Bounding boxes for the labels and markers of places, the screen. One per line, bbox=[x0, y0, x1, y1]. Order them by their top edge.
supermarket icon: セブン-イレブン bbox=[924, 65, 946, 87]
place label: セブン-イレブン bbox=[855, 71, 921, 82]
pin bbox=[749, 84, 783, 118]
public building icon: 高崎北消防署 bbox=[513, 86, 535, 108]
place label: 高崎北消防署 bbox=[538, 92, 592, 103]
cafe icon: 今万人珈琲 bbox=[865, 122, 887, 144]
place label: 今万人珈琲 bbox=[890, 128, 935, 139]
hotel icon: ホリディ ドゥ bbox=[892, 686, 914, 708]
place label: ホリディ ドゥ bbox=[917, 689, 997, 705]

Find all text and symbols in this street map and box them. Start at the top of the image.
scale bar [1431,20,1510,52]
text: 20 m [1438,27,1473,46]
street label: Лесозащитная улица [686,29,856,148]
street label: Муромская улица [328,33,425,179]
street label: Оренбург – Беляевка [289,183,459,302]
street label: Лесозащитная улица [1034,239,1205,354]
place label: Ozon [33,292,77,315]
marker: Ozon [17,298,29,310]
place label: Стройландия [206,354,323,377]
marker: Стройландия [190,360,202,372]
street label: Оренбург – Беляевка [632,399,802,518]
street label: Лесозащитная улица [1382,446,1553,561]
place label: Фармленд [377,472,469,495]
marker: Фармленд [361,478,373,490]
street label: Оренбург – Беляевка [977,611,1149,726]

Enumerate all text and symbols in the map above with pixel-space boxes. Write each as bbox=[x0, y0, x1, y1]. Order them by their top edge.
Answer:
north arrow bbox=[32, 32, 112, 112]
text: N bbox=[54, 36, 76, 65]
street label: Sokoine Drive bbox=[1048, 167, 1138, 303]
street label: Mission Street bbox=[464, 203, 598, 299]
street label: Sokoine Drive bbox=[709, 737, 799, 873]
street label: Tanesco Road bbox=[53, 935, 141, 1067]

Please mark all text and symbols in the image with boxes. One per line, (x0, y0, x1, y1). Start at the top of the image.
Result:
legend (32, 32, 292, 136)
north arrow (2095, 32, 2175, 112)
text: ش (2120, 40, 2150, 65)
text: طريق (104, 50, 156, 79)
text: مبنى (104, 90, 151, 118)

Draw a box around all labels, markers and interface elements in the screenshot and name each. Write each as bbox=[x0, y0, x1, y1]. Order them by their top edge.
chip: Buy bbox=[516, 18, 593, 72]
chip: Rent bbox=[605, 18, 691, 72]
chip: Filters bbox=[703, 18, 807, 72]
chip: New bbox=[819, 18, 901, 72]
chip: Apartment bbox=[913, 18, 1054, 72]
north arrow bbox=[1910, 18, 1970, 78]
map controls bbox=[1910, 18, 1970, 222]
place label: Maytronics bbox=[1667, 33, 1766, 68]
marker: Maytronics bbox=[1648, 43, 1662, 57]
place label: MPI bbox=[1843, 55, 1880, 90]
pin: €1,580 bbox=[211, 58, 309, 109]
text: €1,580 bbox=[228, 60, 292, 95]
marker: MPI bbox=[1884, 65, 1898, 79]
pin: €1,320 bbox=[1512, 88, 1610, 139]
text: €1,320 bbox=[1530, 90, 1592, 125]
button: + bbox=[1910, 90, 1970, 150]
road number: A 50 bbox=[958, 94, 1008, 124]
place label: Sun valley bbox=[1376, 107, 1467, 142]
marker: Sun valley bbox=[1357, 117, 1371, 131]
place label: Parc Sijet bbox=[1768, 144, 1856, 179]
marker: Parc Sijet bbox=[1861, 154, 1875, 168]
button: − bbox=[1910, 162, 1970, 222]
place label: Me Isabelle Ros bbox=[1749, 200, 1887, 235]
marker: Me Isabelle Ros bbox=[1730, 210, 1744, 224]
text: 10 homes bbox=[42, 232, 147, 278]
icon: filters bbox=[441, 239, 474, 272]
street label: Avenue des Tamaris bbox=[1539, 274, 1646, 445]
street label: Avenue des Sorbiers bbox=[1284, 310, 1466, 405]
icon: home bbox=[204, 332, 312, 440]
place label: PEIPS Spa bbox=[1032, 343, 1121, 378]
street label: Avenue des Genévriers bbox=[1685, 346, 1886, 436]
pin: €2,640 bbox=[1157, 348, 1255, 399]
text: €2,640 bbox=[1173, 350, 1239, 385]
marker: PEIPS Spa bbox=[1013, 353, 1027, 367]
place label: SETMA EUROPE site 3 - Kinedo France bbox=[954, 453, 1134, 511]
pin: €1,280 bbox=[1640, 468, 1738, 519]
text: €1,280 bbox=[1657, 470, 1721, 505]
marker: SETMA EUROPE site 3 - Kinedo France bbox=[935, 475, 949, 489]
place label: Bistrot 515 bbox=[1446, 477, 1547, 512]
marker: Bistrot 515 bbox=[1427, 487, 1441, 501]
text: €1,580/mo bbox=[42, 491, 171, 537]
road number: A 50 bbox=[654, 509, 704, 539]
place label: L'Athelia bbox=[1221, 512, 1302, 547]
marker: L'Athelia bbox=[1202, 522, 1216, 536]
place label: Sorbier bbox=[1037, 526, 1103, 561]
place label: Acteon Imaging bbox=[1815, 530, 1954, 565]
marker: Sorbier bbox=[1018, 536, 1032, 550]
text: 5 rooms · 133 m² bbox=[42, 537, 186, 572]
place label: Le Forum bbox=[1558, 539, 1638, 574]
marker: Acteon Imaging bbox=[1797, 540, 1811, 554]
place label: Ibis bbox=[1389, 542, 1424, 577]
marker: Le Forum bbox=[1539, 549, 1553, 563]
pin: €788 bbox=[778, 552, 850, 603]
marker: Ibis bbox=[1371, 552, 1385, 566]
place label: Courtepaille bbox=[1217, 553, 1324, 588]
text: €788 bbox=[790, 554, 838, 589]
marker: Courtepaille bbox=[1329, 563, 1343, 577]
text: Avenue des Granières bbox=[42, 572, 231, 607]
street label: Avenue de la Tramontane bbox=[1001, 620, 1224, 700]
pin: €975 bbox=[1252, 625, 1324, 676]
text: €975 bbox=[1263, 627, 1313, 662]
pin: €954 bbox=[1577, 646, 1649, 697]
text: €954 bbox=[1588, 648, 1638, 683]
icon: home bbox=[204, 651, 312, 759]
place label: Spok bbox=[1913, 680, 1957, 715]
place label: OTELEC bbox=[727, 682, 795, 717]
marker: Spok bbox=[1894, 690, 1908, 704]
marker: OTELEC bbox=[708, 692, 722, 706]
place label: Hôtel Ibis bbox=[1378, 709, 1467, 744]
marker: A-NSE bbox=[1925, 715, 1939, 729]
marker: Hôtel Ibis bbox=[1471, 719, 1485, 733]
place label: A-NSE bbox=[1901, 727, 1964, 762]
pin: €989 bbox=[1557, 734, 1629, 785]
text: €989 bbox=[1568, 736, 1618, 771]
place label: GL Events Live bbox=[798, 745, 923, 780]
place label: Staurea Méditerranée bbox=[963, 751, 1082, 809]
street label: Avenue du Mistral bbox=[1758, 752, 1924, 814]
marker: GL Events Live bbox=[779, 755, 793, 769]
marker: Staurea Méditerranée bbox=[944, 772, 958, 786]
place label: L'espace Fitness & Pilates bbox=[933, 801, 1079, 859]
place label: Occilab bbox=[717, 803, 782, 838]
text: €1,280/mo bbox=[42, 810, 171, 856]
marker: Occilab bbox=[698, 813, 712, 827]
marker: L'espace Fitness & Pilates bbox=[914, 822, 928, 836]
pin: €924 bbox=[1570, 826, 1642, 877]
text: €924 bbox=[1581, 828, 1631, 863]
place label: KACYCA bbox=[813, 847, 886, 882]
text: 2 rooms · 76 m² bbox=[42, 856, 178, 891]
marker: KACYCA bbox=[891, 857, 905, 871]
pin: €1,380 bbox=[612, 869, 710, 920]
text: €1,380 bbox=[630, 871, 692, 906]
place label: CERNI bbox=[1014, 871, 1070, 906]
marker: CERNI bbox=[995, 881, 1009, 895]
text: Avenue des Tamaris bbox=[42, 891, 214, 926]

================================

Beginning with the line holding "Enumerate all text" and ending with the line holding "Please mark all", write out the stretch of material above exactly; add no further lines.

Task solution:
Enumerate all text and symbols in the map above with pixel-space boxes. Write each as bbox=[x0, y0, x1, y1]. Order them by their top edge.
Answer:
north arrow bbox=[32, 32, 112, 112]
text: N bbox=[54, 36, 76, 65]
street label: Sokoine Drive bbox=[1048, 167, 1138, 303]
street label: Mission Street bbox=[464, 203, 598, 299]
street label: Sokoine Drive bbox=[709, 737, 799, 873]
street label: Tanesco Road bbox=[53, 935, 141, 1067]

Please mark all text and symbols in the image with boxes. One per line, (x0, y0, x1, y1). Start at the top of the image.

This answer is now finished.